9月監修:愛知県がんセンター中央病院 薬物療法部 医長 谷口 浩也
肝臓癌
進行肝細胞癌患者に対するNivolumabの第I/II相試験(CheckMate 040試験)
El-Khoueiry AB, et al.: Lancet 389: 2492-2502, 2017
進行肝細胞癌症例に対する標準的全身治療薬には、生存期間延長のエビデンスを有するキナーゼ阻害薬SorafenibとRegorafenibがある。
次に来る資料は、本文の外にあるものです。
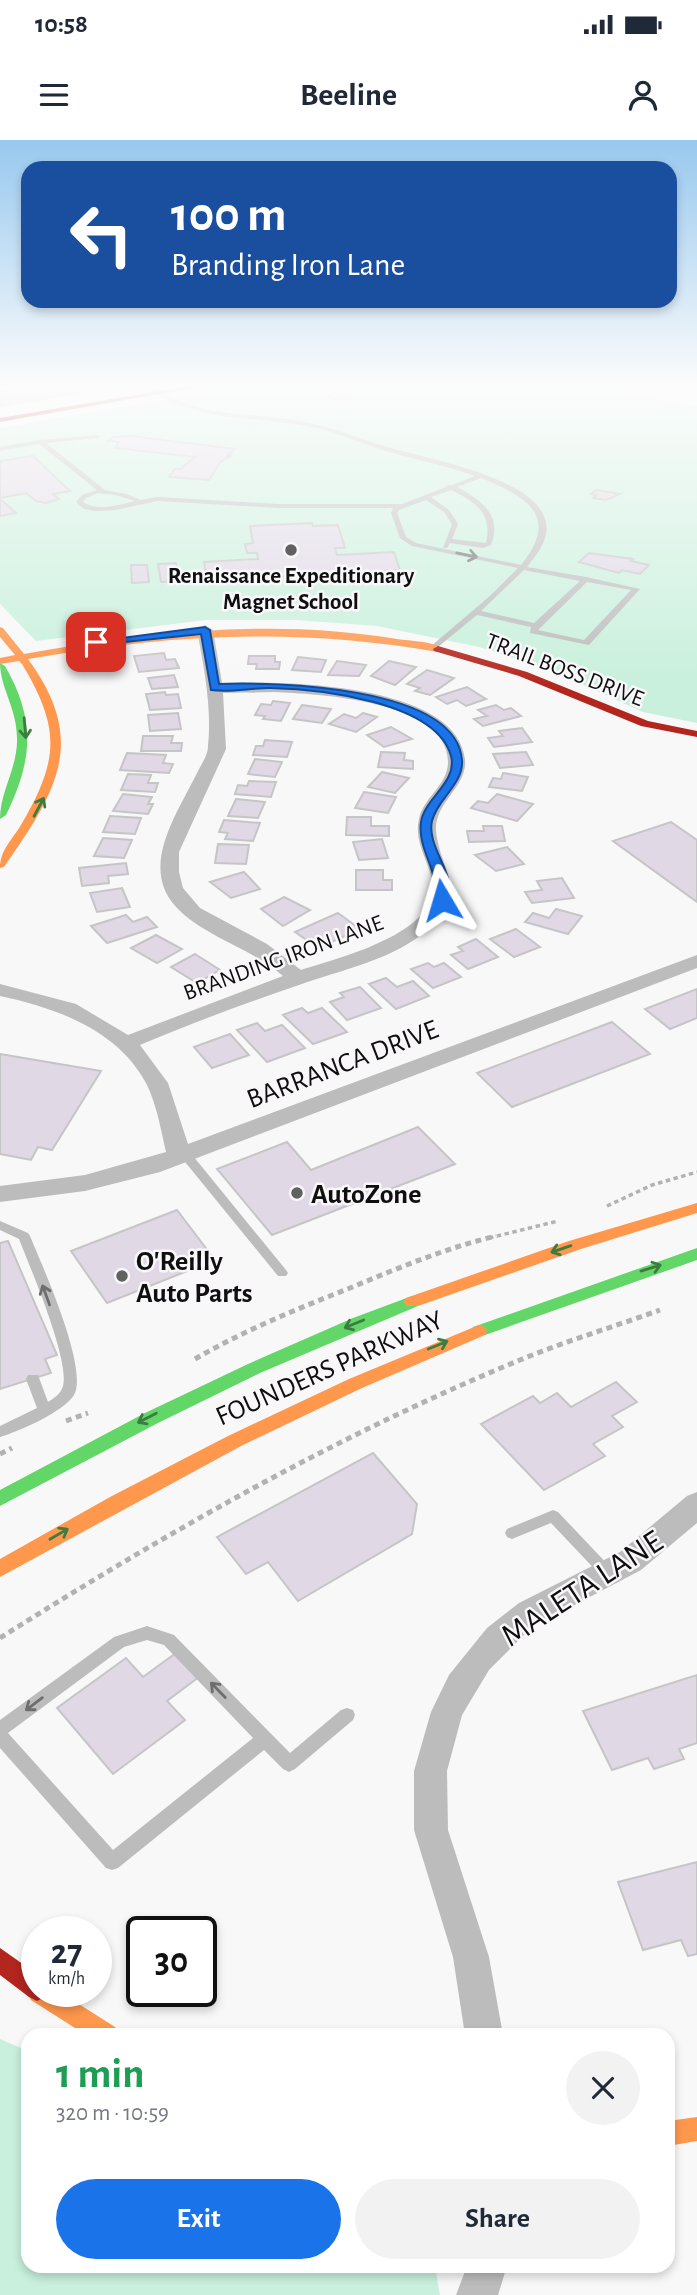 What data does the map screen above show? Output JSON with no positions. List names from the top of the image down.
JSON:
{
  "streets": {
    "main road": ["TRAIL BOSS DRIVE", "FOUNDERS PARKWAY"],
    "street": ["BRANDING IRON LANE", "BARRANCA DRIVE", "MALETA LANE"]
  },
  "places": ["Renaissance Expeditionary Magnet School", "AutoZone", "O'Reilly Auto Parts"],
  "page": {
    "status": "10:58",
    "header": "Beeline",
    "turn": ["100 m", "Branding Iron Lane"],
    "speed": "27 km/h",
    "limit": "30",
    "heading": ["1 min", "320 m · 10:59"],
    "buttons": ["Exit", "Share"]
  }
} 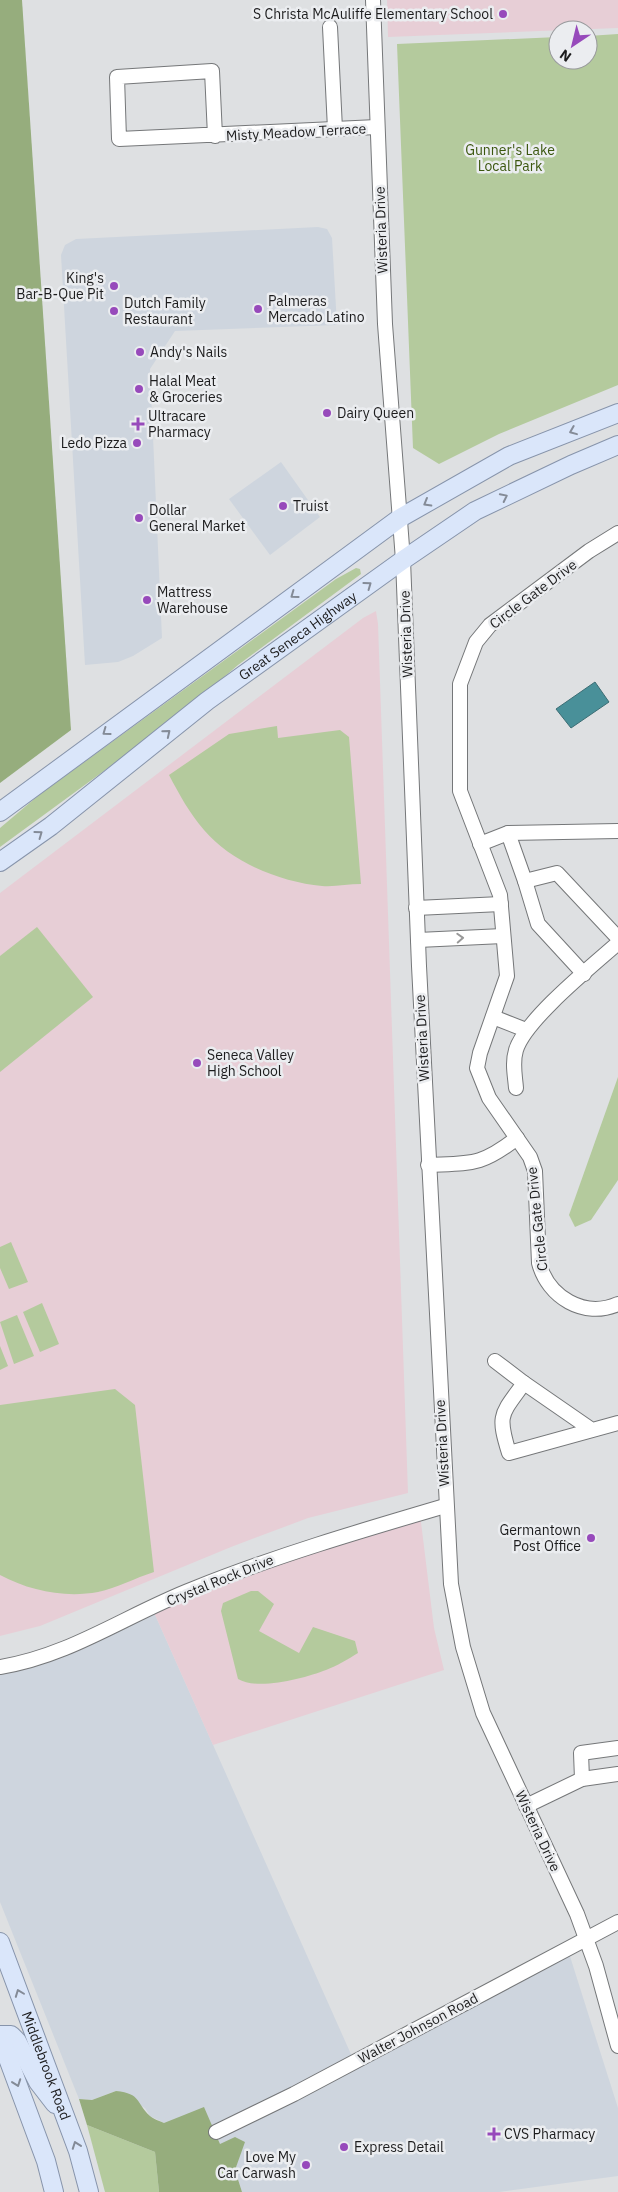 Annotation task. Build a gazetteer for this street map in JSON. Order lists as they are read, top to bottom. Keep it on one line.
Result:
{"streets":{"main road":["Great Seneca Highway","Middlebrook Road"],"street":["Misty Meadow Terrace","Wisteria Drive","Circle Gate Drive","Crystal Rock Drive","Walter Johnson Road"]},"crossings":[["Misty Meadow Terrace","Wisteria Drive"],["Wisteria Drive","Great Seneca Highway"],["Wisteria Drive","Crystal Rock Drive"],["Wisteria Drive","Walter Johnson Road"]],"parks":["Gunner's Lake Local Park"],"places":{"other":["S Christa McAuliffe Elementary School","King's Bar-B-Que Pit","Palmeras Mercado Latino","Dutch Family Restaurant","Andy's Nails","Halal Meat & Groceries","Dairy Queen","Ledo Pizza","Truist","Dollar General Market","Mattress Warehouse","Seneca Valley High School","Germantown Post Office","Express Detail","Love My Car Carwash"],"health":["Ultracare Pharmacy","CVS Pharmacy"]},"north":"bottom left"} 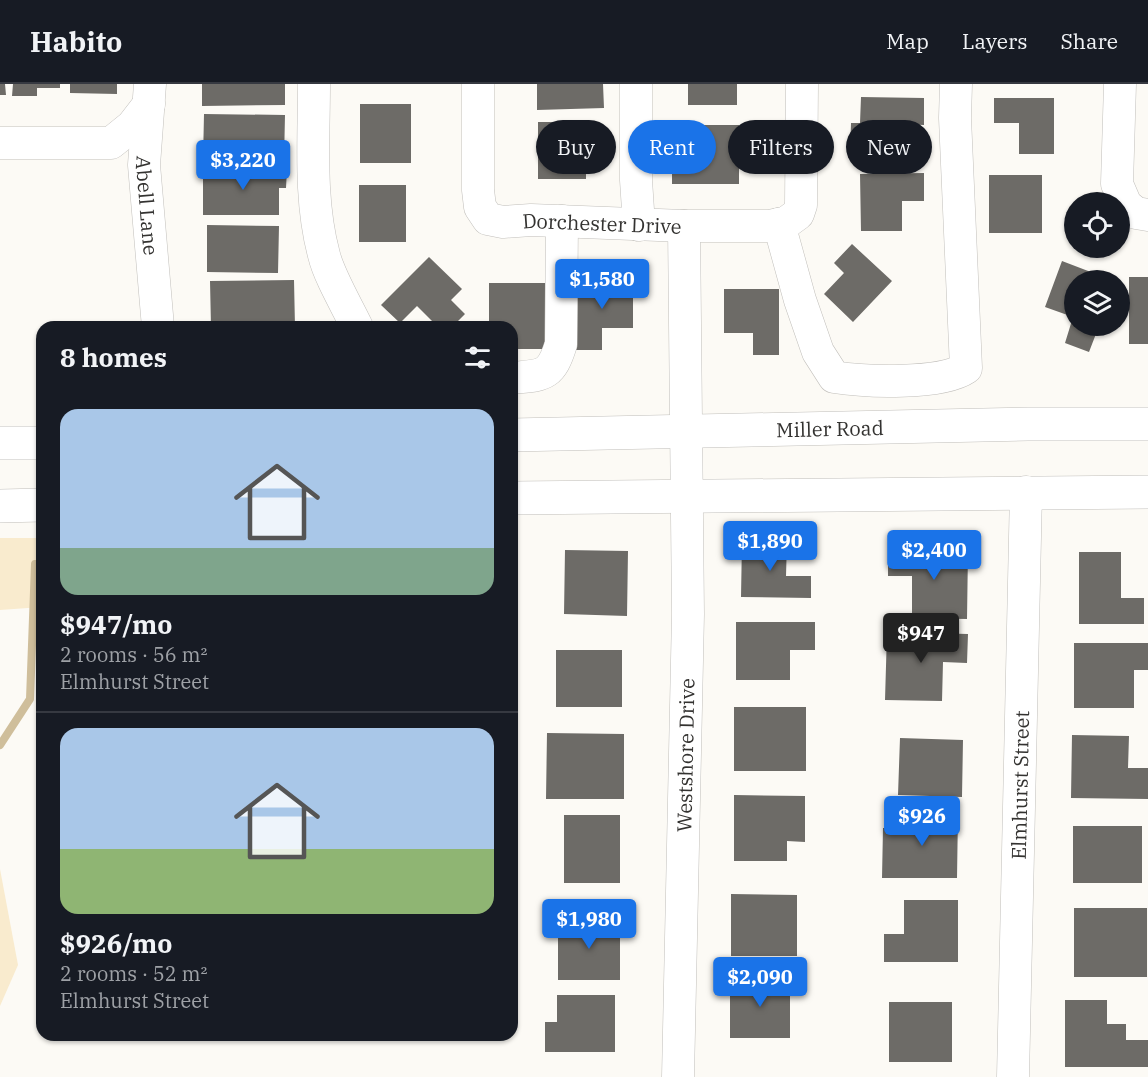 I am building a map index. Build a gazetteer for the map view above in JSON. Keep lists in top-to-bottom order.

免疫チェックポイント阻害薬であるNivolumabによる免疫療法はさまざまな癌種において生存期間延長効果を示しており1-4)、肝細胞癌においても、PD-1を発現する腫瘍浸潤リンパ球の存在と結果の相関などから本免疫療法が有用であり得ることを示唆している5-8)。このことから、進行肝細胞癌患者を対象とした、Nivolumab単剤の安全性、および有用性を探索する、非比較、オープンラベル、第I/II相試験であるCheckMate 040試験が行われた。
用量漸増コホートは、米国、スペイン、香港、シンガポールの4ヵ国7施設で、拡大コホートは、カナダ、英国、ドイツ、イタリア、日本、韓国、台湾を加えた11ヵ国39施設で実施された。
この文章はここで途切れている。